### Records for processing
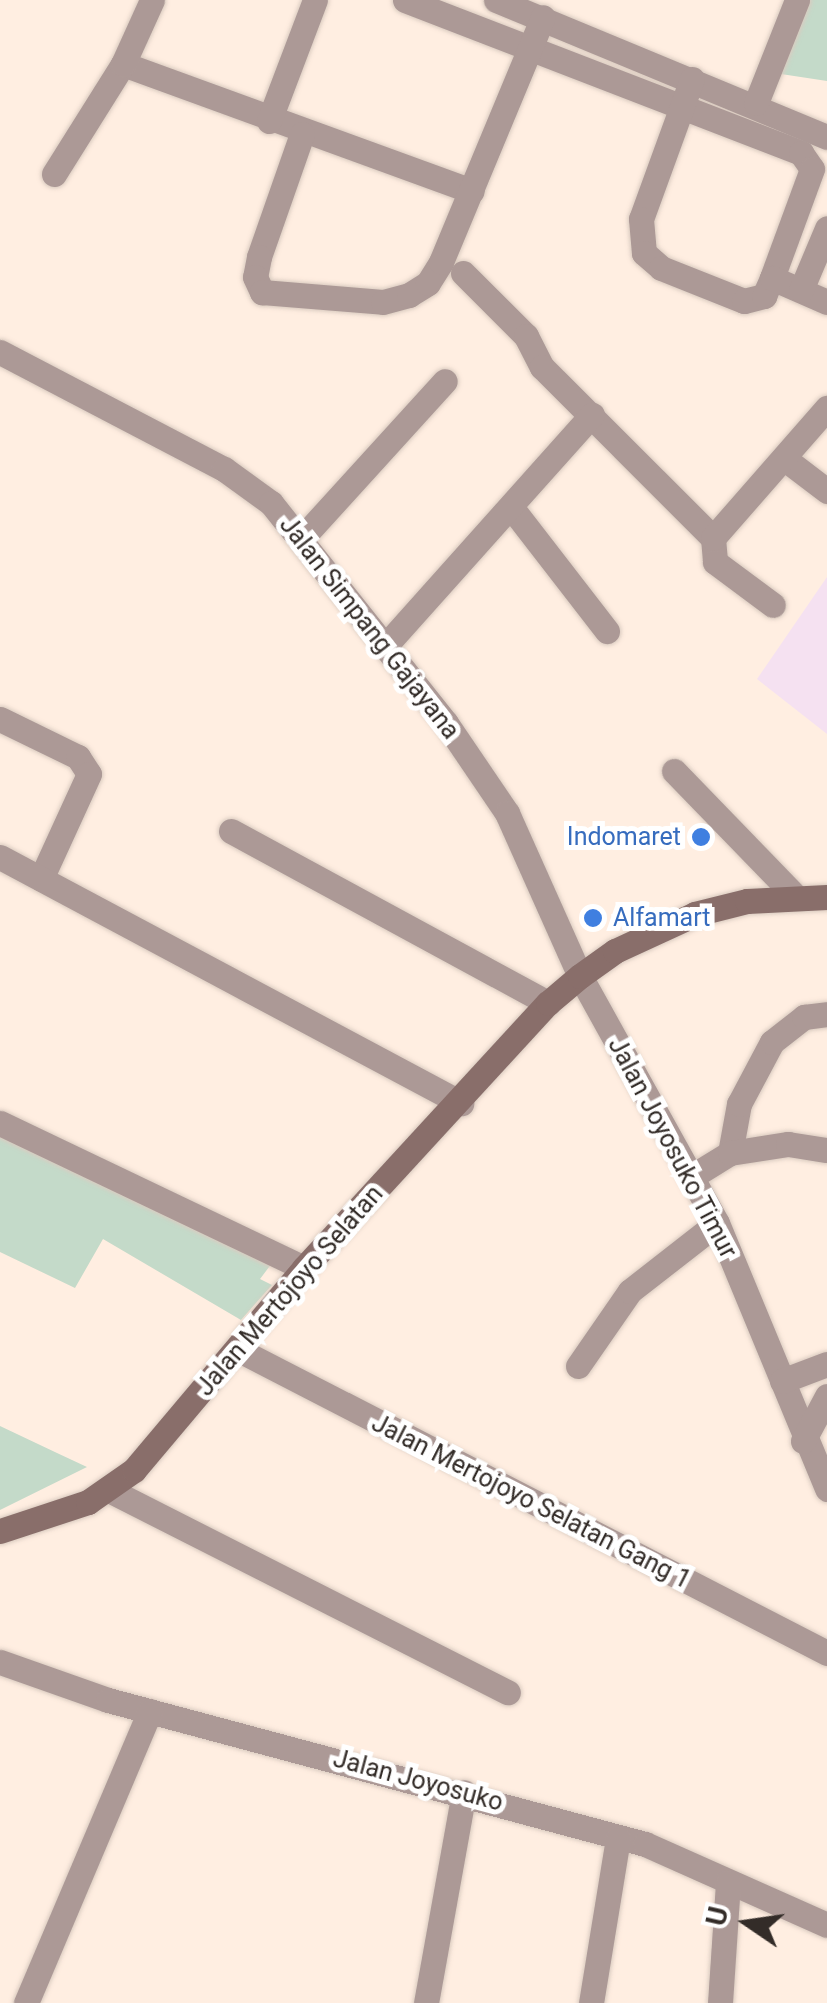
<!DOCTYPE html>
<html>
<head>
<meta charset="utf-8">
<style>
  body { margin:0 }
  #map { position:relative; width:827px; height:2003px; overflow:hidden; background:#ffeee1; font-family:Roboto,sans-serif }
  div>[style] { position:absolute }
  .education>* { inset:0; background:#f5e1f1 }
  .green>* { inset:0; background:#c4dac9 }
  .roads { filter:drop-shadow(0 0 2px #dacbc0) drop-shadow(0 0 2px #dacbc0) }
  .street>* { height:25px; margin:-12.5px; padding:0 12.5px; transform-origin:12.5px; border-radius:12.5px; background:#ac9996 }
  .secondary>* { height:25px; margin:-12.5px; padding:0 12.5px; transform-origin:12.5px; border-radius:12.5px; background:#896e6a }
  .dots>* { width:28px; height:28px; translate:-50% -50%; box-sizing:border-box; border:5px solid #fff; border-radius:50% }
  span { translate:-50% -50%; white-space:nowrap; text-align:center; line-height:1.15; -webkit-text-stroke:10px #fff; paint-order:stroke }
  .street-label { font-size:25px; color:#332c28 }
  .shop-label { font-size:25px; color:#366cbe }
  .right { translate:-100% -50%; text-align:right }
  .left { translate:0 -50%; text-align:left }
  .north { position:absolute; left:697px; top:1873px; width:100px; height:100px; -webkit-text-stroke:8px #fff; paint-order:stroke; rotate:283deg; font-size:28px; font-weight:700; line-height:40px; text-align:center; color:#332c28 }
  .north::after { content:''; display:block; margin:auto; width:35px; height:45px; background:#332c28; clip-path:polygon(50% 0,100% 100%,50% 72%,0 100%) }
</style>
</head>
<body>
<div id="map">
  <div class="education">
    <i style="clip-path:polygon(827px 577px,827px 734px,757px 679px)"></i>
  </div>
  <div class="green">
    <i style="clip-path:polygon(810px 0,827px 0,827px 81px,781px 74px)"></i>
    <i style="clip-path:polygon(0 1128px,275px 1259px,260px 1279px,272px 1285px,241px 1320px,103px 1239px,75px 1288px,0 1252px)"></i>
    <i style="clip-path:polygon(0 1426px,57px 1453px,87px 1467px,0 1510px)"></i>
  </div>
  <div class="roads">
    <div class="street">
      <i style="left:405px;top:0;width:425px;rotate:21.1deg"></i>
      <i style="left:801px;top:153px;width:19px;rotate:55deg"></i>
      <i style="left:812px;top:169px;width:116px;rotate:110.2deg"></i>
      <i style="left:496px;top:0;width:358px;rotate:22.5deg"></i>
      <i style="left:123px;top:64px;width:371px;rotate:20deg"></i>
      <i style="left:692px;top:79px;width:149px;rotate:110deg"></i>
      <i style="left:641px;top:219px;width:34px;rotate:85deg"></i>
      <i style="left:644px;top:253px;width:23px;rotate:41deg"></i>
      <i style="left:661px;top:268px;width:89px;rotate:21.7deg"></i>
      <i style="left:744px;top:301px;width:21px;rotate:-14deg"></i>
      <i style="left:764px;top:296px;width:20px;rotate:-66deg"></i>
      <i style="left:772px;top:278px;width:60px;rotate:23.6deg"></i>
      <i style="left:756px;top:103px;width:111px;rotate:-68.3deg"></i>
      <i style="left:269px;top:121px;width:129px;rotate:-69.2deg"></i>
      <i style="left:302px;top:134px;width:130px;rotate:109.3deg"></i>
      <i style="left:259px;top:257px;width:20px;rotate:101deg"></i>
      <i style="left:255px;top:277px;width:17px;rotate:65deg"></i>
      <i style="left:262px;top:292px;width:121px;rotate:4.7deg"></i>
      <i style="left:383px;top:302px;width:27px;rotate:-15deg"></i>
      <i style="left:409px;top:295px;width:22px;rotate:-32deg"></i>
      <i style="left:428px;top:283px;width:25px;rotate:-58deg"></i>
      <i style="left:441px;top:262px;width:265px;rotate:-67.4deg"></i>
      <i style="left:54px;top:174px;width:130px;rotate:-57.9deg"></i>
      <i style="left:123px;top:64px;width:70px;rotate:-65.6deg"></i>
      <i style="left:463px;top:273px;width:89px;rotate:45deg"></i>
      <i style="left:526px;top:336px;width:35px;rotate:63deg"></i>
      <i style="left:542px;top:367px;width:242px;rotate:45deg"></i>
      <i style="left:713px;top:538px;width:24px;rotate:85deg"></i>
      <i style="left:715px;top:562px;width:72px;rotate:36.6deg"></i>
      <i style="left:801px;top:290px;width:67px;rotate:-67.2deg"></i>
      <i style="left:0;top:352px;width:253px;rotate:27.6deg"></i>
      <i style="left:224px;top:469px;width:58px;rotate:35.9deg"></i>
      <i style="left:271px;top:503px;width:281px;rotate:51.5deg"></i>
      <i style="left:446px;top:723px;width:109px;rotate:55.9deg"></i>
      <i style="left:507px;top:813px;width:179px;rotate:65.9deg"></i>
      <i style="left:580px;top:976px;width:282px;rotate:61deg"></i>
      <i style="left:717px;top:1223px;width:288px;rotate:67.5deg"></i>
      <i style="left:785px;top:459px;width:53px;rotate:37.3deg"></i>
      <i style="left:511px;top:507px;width:157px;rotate:52.3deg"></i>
      <i style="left:302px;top:538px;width:212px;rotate:-47.7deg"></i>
      <i style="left:713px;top:538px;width:173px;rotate:-48.8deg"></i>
      <i style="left:386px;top:645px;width:309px;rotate:-48.2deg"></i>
      <i style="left:0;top:719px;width:87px;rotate:26deg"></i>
      <i style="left:78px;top:757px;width:20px;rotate:57deg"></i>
      <i style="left:89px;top:774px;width:115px;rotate:114.6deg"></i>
      <i style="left:674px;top:771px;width:175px;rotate:45.9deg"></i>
      <i style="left:231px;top:831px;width:361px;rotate:28.5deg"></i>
      <i style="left:0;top:857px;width:523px;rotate:28.09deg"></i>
      <i style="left:0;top:1123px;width:337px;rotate:25.5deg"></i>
      <i style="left:730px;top:1153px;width:50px;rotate:-79.6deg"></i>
      <i style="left:739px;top:1104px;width:70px;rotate:-62deg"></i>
      <i style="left:772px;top:1042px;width:41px;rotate:-38deg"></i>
      <i style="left:804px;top:1017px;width:23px;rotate:-7deg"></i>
      <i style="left:691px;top:1177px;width:46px;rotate:-31.6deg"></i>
      <i style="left:730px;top:1153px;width:59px;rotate:-8.8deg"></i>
      <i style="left:788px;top:1144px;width:39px;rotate:9deg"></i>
      <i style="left:237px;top:1349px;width:664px;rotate:27.26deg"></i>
      <i style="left:578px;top:1366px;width:91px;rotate:-55.3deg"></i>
      <i style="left:630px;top:1291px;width:110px;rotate:-38deg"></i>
      <i style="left:782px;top:1381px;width:48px;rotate:-20.7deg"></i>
      <i style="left:803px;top:1441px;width:51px;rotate:-61.9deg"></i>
      <i style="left:111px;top:1491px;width:445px;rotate:26.9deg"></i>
      <i style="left:0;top:1662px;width:114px;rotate:19.4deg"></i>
      <i style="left:108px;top:1700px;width:556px;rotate:15.01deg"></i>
      <i style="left:645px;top:1844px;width:199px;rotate:24deg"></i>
      <i style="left:26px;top:2003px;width:317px;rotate:-67deg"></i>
      <i style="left:426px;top:2003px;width:214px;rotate:-79.8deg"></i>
      <i style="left:591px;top:2003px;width:167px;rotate:-80.7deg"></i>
      <i style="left:720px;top:2003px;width:121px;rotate:-86.2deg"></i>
    </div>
    <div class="secondary">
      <i style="left:0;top:1531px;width:93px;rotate:-18.2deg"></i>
      <i style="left:88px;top:1502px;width:56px;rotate:-34.8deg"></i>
      <i style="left:134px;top:1470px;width:264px;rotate:-49.9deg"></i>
      <i style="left:304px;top:1268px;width:360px;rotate:-47.4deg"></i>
      <i style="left:548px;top:1003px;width:42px;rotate:-40.2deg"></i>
      <i style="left:580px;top:976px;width:43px;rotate:-35.5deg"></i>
      <i style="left:615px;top:951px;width:88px;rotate:-24.8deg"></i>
      <i style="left:695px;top:914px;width:54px;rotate:-14deg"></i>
      <i style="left:747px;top:901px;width:80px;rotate:-2.9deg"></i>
    </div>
  </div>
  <div class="dots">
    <i style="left:701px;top:837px;background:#3f7fe0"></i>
    <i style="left:593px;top:918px;background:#3f7fe0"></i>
  </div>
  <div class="street-label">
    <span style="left:369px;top:628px;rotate:52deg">Jalan Simpang Gajayana</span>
    <span style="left:672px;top:1148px;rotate:62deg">Jalan Joyosuko Timur</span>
    <span style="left:290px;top:1291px;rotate:-49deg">Jalan Mertojoyo Selatan</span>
    <span style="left:531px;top:1502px;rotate:27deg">Jalan Mertojoyo Selatan Gang 1</span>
    <span style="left:418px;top:1781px;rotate:15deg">Jalan Joyosuko</span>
  </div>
  <div class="shop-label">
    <span class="right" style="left:681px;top:837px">Indomaret</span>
    <span class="left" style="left:613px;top:918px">Alfamart</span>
  </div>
  <div class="north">U</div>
</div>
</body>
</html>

### Problem to solve
Reproduce the records word for word, please, from their first line up to and including the line that contains "position:relative; width:827px; height:2003px;", but no pictures.

### Answer box
<!DOCTYPE html>
<html>
<head>
<meta charset="utf-8">
<style>
  body { margin:0 }
  #map { position:relative; width:827px; height:2003px; overflow:hidden; background:#ffeee1; font-family:Roboto,sans-serif }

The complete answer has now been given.